At least I’d made Tony happy. There was an energy in his limbs that replaced his usual languid and careful steps with eagerness. Kneeling by a cabinet draw, he picked out a thick and large box of cards. Returning rapidly he opened the box lid and spread the cards on the tabletop. I was faced with a sprawl of symbols as the cards were face up.
‘Aren’t they supposed to be the other way around?’ I asked.
‘That’s one way of using Tarot. Such as for a horoscope. We are doing something else. For this to work, you need to see the images. Study them please. Move them if you need.’
One of the skills they taught me at NCAD was to really look, to be mindful of all the information flowing into me via my eyes. Most of the time we have a focus on just one part of a scene and our mind fills in the missing parts. And that’s usually successful for navigation and decision making. Now though, my gaze moved, noted a colour, a curve, a sign. But I did not dwell on any one card, nor let myself drift into reveries about the characters, or about what little I knew of Tarot. Swords, sunbeams and sycamores. I held the vivid contents of the table in my mind.
‘Think of a question, Cyn. What question do you want to ask your soul?’ Tony’s voice was gentle and did not break my concentration.
How can I help you?
‘Ready?’ he asked.
I nodded.
‘Pick up a card. Concentrate on your question. Good. Another. Another.’
When he said I had chosen enough, I found myself with five Tarot cards in my hands.
After tidying up his deck of cards and stacking them back in the box, Tony asked me to place the first in front of me.
‘What does it mean?’ I asked him.
‘What it means to anyone else doesn’t matter. What matters is what the card means to you. Suppose your soul to be answering your question, why would it start with this one?’
‘For context,’ I answered at once, confident I was right. It wasn’t my soul speaking but it could certainly be my unconscious and troubled mind. My twin. And what it was saying here was that we were perfectly fine, my unconscious and myself, until disaster struck and threw us both down.
‘Your next?’
‘Why this one?’ Tony asked.
‘She’s battling. Trapped.’ I almost felt tearful looking at the card. My inner self was doing her best and acting bravely too. She was penned in. And in danger. I had to help her as soon as possible.
‘Next.’
‘That’s me. I have to go on a journey.’ And I knew the path ahead was going to be dark and difficult. Looking at the card, I sensed that the golden goblets I was leaving behind were the comforts of my current life. It was as if I was looking out of the window of a luxurious home and seeing myself turned away, walking in darkness.
‘Next.’
‘That’s Neo. He even looks like him. The smug expression.’ I felt a deep antipathy to the figure in the card. There was a warning here.

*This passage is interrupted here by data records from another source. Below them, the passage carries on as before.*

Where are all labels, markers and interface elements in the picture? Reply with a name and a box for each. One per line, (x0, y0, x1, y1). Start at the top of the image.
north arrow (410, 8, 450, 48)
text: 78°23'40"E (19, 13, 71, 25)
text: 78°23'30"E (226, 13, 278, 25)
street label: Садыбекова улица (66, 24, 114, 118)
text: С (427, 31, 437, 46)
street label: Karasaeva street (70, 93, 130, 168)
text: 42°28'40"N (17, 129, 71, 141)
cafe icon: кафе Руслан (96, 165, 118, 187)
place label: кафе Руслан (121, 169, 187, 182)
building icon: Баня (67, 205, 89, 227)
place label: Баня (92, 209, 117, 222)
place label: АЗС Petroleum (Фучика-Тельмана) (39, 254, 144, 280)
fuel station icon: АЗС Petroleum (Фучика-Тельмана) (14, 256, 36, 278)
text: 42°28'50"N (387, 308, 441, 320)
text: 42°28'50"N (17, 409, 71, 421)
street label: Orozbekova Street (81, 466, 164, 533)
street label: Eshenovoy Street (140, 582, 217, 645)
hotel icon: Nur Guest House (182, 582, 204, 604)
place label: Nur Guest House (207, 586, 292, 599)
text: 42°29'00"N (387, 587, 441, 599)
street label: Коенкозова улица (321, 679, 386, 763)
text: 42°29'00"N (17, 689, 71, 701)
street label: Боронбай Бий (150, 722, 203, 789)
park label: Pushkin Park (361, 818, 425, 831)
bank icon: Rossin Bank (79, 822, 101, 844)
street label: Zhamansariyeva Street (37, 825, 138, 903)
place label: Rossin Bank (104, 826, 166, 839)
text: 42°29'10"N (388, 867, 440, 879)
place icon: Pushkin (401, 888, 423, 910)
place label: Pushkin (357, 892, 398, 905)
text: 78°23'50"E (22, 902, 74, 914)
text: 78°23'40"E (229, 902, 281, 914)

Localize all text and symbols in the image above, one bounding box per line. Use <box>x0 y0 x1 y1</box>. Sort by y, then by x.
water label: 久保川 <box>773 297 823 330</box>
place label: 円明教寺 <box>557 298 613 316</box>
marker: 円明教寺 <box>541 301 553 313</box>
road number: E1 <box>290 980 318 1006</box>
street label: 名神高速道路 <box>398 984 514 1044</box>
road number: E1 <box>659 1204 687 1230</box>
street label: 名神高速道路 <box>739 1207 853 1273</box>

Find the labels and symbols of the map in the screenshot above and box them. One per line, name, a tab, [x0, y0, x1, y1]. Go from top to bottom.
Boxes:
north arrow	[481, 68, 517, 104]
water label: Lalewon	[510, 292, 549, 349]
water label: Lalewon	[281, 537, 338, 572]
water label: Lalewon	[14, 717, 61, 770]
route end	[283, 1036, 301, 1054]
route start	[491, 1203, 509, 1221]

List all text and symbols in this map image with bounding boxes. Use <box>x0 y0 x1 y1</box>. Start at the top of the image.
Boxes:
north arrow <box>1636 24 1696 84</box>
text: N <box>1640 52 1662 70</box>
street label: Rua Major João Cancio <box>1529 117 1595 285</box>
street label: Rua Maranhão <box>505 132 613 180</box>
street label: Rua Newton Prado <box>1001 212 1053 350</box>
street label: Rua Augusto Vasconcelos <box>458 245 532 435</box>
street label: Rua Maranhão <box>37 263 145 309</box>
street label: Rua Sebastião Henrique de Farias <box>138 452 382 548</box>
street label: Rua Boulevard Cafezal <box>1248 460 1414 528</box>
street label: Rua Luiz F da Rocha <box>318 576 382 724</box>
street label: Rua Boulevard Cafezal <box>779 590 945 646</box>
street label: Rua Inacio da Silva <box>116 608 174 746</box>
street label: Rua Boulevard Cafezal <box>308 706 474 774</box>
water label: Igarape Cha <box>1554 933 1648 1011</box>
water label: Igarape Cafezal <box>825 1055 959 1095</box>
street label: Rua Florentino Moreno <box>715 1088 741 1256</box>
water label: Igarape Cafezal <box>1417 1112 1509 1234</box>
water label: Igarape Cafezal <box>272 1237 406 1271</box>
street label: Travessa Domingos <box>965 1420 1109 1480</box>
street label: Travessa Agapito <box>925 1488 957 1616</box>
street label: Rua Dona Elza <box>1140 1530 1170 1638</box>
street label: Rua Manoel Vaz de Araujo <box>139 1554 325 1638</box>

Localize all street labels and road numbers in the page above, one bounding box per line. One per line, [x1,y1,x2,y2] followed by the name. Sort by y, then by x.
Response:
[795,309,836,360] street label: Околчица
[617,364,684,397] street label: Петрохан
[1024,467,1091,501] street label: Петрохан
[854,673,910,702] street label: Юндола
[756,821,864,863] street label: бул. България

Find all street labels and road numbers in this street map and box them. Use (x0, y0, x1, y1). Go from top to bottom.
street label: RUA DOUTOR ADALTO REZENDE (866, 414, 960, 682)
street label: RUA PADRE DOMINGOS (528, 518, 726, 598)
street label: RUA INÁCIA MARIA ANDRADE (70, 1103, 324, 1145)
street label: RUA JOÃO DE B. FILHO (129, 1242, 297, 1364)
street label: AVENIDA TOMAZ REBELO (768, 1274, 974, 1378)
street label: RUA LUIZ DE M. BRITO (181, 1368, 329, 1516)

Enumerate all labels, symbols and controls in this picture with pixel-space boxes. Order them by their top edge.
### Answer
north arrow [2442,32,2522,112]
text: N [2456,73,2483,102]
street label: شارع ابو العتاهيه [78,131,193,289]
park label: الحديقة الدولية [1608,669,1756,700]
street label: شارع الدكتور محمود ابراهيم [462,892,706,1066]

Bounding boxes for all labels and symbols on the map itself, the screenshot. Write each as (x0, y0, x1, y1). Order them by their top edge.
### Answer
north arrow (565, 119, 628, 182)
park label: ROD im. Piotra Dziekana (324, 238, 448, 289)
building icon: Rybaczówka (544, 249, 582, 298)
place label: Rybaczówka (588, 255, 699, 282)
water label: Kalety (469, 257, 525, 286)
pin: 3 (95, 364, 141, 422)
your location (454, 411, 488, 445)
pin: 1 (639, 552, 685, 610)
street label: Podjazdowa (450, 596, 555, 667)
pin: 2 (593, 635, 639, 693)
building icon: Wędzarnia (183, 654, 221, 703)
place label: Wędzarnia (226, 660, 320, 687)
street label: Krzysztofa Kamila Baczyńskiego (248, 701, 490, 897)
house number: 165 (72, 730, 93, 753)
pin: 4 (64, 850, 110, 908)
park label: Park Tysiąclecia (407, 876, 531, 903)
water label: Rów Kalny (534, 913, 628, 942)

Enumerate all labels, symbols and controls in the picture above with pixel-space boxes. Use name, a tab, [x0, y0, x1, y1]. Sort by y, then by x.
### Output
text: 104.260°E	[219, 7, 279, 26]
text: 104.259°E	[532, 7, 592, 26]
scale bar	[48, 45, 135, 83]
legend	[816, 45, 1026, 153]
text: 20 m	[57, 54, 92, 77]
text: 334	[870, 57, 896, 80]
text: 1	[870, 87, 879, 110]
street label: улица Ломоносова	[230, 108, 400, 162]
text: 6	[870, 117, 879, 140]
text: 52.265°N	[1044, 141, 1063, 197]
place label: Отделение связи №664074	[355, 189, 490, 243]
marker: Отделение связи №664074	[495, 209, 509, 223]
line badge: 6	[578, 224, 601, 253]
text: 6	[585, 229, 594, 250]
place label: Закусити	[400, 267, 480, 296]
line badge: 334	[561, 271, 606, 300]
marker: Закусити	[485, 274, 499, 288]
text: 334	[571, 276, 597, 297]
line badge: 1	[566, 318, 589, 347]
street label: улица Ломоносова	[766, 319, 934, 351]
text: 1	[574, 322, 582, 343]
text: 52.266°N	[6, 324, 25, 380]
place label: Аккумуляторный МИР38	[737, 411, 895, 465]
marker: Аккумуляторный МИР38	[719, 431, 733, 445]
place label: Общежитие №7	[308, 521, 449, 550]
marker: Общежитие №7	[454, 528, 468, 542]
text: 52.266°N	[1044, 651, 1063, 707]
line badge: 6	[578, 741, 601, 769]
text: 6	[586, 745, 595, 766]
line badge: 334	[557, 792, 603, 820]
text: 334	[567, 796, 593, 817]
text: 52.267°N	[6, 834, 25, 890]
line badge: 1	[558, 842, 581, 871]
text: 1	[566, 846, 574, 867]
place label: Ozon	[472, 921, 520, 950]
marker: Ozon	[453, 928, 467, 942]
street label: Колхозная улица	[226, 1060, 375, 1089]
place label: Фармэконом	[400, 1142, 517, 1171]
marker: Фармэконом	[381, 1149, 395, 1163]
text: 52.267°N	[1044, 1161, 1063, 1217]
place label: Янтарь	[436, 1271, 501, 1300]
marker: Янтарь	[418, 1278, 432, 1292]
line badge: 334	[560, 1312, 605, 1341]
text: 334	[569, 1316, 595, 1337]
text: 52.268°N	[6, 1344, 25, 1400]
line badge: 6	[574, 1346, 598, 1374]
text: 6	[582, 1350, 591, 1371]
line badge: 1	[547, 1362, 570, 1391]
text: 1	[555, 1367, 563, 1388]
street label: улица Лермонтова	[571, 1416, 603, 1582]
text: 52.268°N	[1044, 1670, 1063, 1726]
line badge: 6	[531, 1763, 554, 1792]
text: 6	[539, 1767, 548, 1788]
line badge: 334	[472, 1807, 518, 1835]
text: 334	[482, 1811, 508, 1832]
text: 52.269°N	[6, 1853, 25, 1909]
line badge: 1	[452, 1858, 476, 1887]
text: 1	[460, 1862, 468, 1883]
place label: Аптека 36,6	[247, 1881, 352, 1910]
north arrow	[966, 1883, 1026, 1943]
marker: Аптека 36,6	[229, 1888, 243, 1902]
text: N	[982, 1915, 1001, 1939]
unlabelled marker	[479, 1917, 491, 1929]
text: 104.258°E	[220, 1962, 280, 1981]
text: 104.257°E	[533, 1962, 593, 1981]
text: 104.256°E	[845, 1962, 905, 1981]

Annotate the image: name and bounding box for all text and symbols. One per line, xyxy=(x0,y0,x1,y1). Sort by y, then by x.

The armoured foot; the suggestion that Neo was treading on the dead. His throne depicted diabolical guardians. Neo was our enemy, and I was not to underestimate him.
‘And lastly.’
‘Love.’ The word was positive. It gave me confidence that there was an answer to Neo’s technology and the answer was love. At first, I felt that it was Daniel and I in the card, that I should rely upon the love between us. Yet that wasn’t right. And the more I examined the card, the more I felt that I was the man and my inner twin was the woman. And yes, there was love between us. It was a frightening kind of love though, a black hole of attraction and danger. I was living happily in a kind of delusion but she had spoken with the snake and the fallen angel. She wanted me to wake up. I had an awful feeling that the world was inside out. My waking hours were unimportant, the hours of a lotus eater. Only with her did I experience the world as it really was.
‘Well,’ asked Tony, ‘did your soul speak to you?’
‘My soul – my unconscious – is very eloquent.’ I took a sip of tea. ‘Tell me Tony, if you were Adam in the garden of Eden and Eve offered you a bite of the Apple of Knowledge, would you take it?’